Now many people are trying to solve these problems. Increasing the number of samples in the population is an obvious direction, but the benefits are not great. Some people also try to test the interaction from the perspective of genes [PLoS genetics: gene-based interaction test in quantitative trait association research]. Some people think that the interaction will not be as "clean" as the above figure (x 1 and x2 alone have no effect, but x 1 and x2 have strong interaction). Their idea is to find a few effective loci, and then look at the interaction between these loci and all other loci [PLoS Biology: multi-locus linkage analysis of genome wide expression in year].

3. Reorganization/linkage

Ideally, if all the genetic markers are not linked when mapping QTL, then you should be able to map QTL to a specific genetic marker accurately, because the QTL next door will not be related to quantitative traits.
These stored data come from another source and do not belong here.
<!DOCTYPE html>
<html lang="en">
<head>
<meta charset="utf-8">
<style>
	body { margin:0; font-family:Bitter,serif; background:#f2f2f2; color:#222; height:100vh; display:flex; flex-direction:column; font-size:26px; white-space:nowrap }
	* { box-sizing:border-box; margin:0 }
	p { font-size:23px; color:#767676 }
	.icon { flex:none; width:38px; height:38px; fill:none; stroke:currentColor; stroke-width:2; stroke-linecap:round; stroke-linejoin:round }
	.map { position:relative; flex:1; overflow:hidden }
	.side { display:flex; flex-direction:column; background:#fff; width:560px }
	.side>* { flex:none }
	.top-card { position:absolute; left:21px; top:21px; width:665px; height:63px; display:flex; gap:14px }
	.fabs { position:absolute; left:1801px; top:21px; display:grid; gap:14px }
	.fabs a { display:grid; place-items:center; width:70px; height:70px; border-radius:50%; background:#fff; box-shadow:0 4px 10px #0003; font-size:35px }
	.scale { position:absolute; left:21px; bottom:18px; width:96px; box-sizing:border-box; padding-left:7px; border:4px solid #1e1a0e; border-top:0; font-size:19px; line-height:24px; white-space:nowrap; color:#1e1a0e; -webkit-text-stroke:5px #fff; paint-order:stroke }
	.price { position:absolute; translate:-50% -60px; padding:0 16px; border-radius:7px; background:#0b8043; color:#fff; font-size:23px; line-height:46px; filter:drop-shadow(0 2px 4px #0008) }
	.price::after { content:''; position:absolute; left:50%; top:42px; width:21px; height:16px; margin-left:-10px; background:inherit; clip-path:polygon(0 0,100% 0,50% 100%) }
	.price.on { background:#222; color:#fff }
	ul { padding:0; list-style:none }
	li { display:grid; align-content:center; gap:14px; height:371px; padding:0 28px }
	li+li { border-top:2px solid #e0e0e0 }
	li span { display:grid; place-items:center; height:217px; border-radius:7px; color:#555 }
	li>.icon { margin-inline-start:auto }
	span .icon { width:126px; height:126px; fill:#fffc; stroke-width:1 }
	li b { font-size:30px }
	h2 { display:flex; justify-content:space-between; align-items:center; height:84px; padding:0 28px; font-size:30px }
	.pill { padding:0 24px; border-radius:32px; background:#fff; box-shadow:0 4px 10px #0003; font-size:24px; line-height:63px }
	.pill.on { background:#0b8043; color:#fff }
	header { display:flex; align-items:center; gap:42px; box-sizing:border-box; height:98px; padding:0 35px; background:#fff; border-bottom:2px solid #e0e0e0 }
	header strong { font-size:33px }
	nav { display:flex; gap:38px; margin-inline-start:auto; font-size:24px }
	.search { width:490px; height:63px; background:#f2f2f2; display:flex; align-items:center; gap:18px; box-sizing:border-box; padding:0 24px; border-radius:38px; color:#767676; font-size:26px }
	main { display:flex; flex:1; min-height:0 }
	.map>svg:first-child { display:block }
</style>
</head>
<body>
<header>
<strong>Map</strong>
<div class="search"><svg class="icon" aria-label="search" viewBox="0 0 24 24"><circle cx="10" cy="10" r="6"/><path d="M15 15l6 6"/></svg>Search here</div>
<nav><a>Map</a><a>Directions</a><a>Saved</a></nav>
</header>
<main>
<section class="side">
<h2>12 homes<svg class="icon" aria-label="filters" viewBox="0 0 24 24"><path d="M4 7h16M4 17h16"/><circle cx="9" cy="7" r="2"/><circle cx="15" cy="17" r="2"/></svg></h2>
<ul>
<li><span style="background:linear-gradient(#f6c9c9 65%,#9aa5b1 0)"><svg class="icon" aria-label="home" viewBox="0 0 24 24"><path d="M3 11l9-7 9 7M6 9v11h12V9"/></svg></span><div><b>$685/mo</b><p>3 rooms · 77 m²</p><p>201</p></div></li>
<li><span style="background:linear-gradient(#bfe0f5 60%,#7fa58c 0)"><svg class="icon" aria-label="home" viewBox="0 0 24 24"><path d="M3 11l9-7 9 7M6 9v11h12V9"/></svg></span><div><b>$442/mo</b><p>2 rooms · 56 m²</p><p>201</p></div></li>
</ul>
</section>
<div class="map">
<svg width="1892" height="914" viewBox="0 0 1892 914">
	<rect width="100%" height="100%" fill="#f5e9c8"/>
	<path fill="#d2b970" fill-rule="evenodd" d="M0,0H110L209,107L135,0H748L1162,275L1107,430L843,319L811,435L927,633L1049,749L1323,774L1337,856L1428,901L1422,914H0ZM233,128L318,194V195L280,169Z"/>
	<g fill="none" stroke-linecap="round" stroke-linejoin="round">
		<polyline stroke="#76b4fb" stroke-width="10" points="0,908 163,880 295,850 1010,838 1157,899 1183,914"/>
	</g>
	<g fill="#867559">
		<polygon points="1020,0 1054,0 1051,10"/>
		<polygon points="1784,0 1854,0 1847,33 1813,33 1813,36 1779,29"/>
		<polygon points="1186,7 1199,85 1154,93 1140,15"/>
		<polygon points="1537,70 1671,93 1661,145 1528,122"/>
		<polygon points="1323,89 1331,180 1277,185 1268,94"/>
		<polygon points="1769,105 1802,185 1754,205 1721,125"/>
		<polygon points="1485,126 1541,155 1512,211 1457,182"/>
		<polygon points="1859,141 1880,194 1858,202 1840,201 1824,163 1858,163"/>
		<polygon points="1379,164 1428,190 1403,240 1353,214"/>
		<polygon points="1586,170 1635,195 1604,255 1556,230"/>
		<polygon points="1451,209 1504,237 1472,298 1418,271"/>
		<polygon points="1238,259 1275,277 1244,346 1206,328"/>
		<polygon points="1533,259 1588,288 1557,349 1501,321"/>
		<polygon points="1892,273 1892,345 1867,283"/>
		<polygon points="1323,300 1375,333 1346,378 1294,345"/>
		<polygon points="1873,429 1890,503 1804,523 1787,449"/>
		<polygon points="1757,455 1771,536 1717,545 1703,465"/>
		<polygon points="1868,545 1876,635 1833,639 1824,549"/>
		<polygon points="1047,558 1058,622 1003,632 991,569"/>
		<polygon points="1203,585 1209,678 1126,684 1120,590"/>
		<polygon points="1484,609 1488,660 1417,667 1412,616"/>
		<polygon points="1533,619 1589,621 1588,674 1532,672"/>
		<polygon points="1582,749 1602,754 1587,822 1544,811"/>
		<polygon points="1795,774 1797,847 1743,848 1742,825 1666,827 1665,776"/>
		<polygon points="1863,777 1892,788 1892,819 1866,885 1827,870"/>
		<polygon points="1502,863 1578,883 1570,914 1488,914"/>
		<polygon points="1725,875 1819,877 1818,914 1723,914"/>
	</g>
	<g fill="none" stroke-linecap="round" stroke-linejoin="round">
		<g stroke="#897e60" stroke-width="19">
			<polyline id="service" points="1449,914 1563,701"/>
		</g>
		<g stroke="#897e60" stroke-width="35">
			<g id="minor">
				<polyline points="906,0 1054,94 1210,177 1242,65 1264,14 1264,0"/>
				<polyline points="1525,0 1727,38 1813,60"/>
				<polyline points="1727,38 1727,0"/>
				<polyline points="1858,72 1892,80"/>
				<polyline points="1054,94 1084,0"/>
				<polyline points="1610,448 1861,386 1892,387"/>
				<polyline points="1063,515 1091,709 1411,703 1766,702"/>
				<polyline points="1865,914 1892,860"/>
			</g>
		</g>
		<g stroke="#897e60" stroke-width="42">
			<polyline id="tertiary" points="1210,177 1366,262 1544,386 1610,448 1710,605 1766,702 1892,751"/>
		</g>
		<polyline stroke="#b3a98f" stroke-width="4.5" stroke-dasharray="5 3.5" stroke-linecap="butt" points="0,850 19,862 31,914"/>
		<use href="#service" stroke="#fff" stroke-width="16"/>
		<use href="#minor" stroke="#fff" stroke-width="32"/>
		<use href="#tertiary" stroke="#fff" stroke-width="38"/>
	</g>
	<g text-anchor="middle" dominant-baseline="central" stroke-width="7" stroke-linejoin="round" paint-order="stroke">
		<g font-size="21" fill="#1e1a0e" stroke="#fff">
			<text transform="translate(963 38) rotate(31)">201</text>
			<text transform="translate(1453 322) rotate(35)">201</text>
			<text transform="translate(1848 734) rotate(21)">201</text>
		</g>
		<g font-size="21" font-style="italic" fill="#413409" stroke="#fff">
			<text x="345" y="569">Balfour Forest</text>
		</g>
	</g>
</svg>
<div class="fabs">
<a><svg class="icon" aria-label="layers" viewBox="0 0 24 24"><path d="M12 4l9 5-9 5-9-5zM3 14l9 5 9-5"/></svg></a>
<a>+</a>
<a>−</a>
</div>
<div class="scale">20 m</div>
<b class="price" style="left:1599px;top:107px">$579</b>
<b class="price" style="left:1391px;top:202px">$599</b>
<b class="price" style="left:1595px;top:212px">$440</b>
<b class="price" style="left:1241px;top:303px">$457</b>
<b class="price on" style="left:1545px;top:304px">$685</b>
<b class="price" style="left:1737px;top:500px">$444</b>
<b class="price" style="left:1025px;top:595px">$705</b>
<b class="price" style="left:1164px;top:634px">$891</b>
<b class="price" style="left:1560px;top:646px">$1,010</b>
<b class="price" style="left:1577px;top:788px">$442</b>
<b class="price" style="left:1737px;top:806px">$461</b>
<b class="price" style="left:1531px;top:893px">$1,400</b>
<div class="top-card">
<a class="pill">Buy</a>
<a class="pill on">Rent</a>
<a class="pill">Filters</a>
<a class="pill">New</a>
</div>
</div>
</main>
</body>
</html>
But in fact, adjacent genetic markers are likely to be linked, so a group of adjacent genetic markers seems to have a strong correlation with QTL-unless their linkage is interrupted by recombination. The main means to increase recombination is to improve hybrid algebra (too many generations is not enough, and the genome may become so chaotic that genetic markers cannot return to the original genome)

Thirdly, technical analysis derived from QTL.

1. From macro to micro

QTL was originally used to analyze macroscopic quantitative traits, such as human height and crop yield mentioned above. Nowadays, more and more people use it to analyze micro-level traits, such as eQTL (expression QTL), pQTL (protein QTL expression QTL), sQTL (splicing QTL) and so on.

2. Extreme QTL(xQTL)

[ http://www.ncbi.nlm.nih.gov/pmc/articles/PMC2862354/ ]

First, a hybridization process similar to general QTL mapping is used: the hybridization of two (or more) ancestors. After several generations, some individuals with extremely high quantitative traits were selected from a large number of offspring, and then the genotypes of these individuals were determined. Because after selection, those genotypes (alleles) that can improve quantitative traits will appear frequently in the selected parts of individuals. This is not the case for groups that are not selected. By comparing the frequency differences of different alleles in two populations, QTL can be located.